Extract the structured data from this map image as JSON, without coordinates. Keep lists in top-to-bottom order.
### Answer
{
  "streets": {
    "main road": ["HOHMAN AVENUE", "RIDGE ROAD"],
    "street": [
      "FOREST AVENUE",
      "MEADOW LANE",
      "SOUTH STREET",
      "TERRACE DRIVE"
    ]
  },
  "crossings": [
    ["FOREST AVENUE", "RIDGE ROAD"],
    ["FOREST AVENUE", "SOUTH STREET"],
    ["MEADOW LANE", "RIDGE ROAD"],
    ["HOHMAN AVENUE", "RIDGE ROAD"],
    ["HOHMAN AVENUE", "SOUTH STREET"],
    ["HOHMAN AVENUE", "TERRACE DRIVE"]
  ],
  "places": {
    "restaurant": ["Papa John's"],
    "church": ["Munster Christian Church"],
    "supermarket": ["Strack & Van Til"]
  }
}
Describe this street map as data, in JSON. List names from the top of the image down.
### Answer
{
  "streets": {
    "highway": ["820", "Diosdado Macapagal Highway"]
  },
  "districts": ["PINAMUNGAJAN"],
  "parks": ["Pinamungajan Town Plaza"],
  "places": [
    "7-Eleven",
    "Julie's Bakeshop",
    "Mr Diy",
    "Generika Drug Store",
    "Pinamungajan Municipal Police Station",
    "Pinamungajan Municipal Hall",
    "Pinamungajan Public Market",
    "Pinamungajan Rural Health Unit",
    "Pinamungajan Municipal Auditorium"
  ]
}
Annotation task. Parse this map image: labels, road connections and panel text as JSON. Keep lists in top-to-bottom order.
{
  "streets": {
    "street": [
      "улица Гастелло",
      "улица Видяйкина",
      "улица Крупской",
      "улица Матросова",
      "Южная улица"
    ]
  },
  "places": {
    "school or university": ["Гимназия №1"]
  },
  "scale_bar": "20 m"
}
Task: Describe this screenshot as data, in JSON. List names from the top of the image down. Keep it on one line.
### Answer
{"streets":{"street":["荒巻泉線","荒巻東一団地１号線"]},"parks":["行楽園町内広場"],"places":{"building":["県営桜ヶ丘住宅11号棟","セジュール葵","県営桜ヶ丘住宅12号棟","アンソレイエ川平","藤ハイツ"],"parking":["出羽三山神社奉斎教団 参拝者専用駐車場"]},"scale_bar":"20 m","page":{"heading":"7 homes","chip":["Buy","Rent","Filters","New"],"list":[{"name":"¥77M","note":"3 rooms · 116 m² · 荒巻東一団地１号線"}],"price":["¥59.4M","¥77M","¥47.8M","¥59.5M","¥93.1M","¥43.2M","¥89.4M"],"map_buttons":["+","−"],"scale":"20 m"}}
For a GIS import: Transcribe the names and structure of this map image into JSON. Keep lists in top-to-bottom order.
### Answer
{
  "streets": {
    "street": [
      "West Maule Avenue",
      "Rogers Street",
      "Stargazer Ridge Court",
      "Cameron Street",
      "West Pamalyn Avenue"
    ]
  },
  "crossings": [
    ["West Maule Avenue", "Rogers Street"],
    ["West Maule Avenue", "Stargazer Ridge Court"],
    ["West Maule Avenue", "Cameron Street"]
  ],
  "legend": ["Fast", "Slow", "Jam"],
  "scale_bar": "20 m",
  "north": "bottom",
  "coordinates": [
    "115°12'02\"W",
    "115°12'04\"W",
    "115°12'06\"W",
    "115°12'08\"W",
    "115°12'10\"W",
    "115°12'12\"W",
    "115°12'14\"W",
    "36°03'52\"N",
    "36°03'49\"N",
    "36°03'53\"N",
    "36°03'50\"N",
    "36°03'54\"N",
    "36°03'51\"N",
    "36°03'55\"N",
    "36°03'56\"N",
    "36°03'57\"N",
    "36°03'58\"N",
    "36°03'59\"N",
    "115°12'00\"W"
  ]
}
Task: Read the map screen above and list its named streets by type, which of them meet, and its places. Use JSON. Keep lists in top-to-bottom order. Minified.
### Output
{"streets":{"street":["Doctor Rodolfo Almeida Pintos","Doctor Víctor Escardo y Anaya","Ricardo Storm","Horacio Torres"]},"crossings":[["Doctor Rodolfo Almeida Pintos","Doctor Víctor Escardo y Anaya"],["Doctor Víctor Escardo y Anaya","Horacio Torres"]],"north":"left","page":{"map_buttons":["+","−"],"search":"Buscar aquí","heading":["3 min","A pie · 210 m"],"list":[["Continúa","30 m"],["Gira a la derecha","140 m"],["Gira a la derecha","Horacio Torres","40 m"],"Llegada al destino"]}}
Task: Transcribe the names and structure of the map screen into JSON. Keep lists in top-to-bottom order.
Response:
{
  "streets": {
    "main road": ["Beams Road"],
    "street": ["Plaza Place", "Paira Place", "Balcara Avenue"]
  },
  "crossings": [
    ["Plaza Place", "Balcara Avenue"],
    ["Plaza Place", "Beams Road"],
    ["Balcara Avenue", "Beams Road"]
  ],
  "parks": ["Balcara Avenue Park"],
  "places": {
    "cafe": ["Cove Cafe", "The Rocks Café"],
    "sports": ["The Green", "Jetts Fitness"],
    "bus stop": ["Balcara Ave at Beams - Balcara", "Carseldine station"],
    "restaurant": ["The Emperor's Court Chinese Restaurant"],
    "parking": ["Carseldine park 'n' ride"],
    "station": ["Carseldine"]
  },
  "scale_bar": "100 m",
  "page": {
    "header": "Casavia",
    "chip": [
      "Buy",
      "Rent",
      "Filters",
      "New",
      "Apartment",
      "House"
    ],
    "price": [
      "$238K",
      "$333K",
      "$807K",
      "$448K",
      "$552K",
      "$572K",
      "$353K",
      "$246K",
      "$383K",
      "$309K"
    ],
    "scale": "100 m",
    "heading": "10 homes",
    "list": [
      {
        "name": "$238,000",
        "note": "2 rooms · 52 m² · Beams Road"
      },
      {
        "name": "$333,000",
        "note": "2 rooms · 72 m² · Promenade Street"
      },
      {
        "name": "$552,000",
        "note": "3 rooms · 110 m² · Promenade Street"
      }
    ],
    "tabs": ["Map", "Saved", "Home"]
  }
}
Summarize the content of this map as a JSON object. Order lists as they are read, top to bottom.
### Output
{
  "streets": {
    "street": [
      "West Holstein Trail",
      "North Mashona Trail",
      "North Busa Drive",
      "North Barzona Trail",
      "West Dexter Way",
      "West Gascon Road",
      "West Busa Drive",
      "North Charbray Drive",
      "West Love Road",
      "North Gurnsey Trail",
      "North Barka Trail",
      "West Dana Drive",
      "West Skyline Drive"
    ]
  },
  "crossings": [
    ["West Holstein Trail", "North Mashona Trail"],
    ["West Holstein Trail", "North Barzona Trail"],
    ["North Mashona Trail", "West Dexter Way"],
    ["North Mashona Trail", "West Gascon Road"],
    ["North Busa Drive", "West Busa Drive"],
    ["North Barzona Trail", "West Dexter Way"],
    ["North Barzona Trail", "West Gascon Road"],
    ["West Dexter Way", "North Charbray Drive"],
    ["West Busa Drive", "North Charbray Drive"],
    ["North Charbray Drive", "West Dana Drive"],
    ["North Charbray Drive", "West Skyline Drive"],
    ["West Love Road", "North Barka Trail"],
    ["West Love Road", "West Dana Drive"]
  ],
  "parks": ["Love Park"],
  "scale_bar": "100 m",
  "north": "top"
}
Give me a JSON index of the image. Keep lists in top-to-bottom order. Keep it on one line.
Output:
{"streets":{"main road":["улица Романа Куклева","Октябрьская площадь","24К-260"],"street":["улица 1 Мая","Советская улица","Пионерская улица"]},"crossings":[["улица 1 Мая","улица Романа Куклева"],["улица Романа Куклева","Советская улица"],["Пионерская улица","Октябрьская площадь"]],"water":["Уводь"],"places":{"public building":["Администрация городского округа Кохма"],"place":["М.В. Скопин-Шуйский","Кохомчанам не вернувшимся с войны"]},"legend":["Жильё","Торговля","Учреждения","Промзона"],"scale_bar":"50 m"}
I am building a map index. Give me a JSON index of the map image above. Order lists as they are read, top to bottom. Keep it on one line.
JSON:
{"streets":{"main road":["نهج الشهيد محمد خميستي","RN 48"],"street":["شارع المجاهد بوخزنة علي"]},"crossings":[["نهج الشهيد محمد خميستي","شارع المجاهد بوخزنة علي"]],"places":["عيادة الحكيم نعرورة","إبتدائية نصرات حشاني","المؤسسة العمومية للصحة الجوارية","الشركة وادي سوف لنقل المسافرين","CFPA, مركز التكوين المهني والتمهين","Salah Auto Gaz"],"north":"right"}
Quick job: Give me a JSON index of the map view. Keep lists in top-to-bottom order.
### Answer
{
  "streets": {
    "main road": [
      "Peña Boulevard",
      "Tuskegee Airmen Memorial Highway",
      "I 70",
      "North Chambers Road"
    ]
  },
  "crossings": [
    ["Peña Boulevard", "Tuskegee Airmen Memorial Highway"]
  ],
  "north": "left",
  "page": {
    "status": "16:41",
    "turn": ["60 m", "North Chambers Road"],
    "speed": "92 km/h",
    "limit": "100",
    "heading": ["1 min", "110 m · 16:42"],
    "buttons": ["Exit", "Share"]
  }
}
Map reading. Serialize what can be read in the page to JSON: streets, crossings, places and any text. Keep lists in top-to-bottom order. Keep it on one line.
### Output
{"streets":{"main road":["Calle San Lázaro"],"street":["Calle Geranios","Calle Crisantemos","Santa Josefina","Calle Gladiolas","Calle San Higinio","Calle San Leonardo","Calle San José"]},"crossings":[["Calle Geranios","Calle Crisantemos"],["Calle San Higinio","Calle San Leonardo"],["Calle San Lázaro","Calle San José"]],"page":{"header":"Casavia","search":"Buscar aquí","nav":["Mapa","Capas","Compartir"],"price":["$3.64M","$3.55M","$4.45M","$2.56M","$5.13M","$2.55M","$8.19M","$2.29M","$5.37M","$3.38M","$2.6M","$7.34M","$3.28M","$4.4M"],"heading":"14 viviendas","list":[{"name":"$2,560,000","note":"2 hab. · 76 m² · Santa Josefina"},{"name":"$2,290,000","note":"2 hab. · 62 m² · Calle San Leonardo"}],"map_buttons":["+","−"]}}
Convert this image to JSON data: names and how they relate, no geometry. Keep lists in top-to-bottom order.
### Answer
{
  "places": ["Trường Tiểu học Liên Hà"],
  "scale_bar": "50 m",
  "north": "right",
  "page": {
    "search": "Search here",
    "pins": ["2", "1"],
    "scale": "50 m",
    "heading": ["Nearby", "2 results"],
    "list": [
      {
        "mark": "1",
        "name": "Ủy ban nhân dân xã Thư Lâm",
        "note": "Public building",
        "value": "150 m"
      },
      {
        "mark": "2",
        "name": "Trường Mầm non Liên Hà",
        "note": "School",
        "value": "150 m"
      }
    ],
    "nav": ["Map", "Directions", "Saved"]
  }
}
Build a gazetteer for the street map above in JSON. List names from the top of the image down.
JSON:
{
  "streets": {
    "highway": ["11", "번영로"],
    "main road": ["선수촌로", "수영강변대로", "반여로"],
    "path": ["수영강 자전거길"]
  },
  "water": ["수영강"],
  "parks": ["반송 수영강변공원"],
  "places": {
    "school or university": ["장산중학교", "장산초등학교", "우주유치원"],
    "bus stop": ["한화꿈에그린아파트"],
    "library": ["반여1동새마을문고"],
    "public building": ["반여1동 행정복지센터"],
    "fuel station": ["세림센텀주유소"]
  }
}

EXERCISE: Copy out all the lines of the records that include "Transcribe".

YOUR RESPONSE:
For a GIS import: Transcribe the names and structure of this map image into JSON. Keep lists in top-to-bottom order.
Task: Transcribe the names and structure of the map screen into JSON. Keep lists in top-to-bottom order.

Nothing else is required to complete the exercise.